**PROBLEM STATEMENT:** In the data below, how many lines contain the string "from"? Give only the number.

[Stored items]
----------

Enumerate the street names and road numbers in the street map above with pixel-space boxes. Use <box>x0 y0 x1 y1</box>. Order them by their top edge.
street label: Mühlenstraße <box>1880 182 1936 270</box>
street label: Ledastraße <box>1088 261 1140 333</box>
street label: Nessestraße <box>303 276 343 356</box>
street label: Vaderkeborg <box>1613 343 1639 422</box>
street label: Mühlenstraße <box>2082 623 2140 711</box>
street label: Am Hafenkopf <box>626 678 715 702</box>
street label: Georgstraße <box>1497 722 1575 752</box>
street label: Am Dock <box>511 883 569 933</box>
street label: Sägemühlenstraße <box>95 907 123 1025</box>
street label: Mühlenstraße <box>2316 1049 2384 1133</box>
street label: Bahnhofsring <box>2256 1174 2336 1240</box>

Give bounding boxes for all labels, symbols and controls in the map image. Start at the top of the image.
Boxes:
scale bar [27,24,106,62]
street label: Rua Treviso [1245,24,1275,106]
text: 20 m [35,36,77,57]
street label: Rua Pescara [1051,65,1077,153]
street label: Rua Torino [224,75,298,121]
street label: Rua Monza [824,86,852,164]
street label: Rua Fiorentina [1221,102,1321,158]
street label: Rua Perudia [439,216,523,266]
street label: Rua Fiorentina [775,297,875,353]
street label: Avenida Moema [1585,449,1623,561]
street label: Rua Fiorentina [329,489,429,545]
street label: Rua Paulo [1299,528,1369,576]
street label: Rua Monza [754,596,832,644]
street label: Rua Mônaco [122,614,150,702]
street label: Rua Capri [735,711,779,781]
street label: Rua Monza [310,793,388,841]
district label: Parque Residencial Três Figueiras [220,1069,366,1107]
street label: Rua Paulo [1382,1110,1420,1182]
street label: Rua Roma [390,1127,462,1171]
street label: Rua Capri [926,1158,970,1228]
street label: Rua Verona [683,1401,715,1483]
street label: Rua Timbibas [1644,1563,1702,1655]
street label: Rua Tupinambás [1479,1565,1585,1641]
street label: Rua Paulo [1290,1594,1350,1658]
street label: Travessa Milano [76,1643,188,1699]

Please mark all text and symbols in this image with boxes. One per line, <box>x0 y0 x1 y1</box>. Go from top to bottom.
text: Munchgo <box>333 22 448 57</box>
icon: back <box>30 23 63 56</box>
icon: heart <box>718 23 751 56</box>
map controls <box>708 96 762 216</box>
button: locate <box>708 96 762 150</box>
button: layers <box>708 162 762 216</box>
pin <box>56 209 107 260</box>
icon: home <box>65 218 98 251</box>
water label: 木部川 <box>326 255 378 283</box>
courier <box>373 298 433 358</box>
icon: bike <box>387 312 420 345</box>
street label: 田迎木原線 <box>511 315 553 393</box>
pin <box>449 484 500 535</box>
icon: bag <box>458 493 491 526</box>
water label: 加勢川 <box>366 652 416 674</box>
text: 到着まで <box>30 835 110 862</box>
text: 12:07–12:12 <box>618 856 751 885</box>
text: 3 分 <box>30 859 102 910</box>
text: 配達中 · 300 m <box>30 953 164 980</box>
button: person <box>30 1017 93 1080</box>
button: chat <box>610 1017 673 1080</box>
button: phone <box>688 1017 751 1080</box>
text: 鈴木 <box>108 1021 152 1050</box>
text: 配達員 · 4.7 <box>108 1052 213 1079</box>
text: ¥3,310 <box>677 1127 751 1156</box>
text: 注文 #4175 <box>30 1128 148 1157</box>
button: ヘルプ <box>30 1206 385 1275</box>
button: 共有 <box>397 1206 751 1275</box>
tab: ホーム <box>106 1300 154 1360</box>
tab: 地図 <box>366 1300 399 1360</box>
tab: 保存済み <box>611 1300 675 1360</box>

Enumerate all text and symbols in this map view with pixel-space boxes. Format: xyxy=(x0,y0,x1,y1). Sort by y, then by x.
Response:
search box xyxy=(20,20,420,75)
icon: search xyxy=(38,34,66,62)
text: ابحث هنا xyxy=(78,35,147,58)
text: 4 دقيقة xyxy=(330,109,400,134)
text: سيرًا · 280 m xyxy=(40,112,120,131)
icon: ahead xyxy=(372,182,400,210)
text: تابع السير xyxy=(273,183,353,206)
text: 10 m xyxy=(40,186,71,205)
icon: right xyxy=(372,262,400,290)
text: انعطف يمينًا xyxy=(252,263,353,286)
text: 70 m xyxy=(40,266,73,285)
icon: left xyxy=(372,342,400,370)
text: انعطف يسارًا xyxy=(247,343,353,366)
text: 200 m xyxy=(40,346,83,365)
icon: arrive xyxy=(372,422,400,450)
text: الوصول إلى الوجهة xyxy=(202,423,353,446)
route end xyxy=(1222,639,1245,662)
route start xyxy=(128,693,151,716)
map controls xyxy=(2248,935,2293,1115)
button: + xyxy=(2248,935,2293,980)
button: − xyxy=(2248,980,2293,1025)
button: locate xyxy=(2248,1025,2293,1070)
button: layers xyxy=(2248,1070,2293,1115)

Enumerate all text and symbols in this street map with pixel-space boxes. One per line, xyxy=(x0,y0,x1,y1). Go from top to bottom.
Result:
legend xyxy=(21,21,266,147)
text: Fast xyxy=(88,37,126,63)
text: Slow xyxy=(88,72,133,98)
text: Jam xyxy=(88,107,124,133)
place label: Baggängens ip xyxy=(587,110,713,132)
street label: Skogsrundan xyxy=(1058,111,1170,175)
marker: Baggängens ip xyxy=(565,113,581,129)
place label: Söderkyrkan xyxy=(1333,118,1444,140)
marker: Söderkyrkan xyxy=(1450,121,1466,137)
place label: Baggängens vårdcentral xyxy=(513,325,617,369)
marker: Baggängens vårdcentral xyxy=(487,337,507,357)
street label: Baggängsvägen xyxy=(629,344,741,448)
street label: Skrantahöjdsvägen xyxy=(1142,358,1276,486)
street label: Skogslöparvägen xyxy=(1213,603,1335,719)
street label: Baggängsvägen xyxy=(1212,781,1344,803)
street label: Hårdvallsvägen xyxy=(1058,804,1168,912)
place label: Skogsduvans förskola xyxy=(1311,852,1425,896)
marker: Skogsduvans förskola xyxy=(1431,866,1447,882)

----------

**REPLY:** 2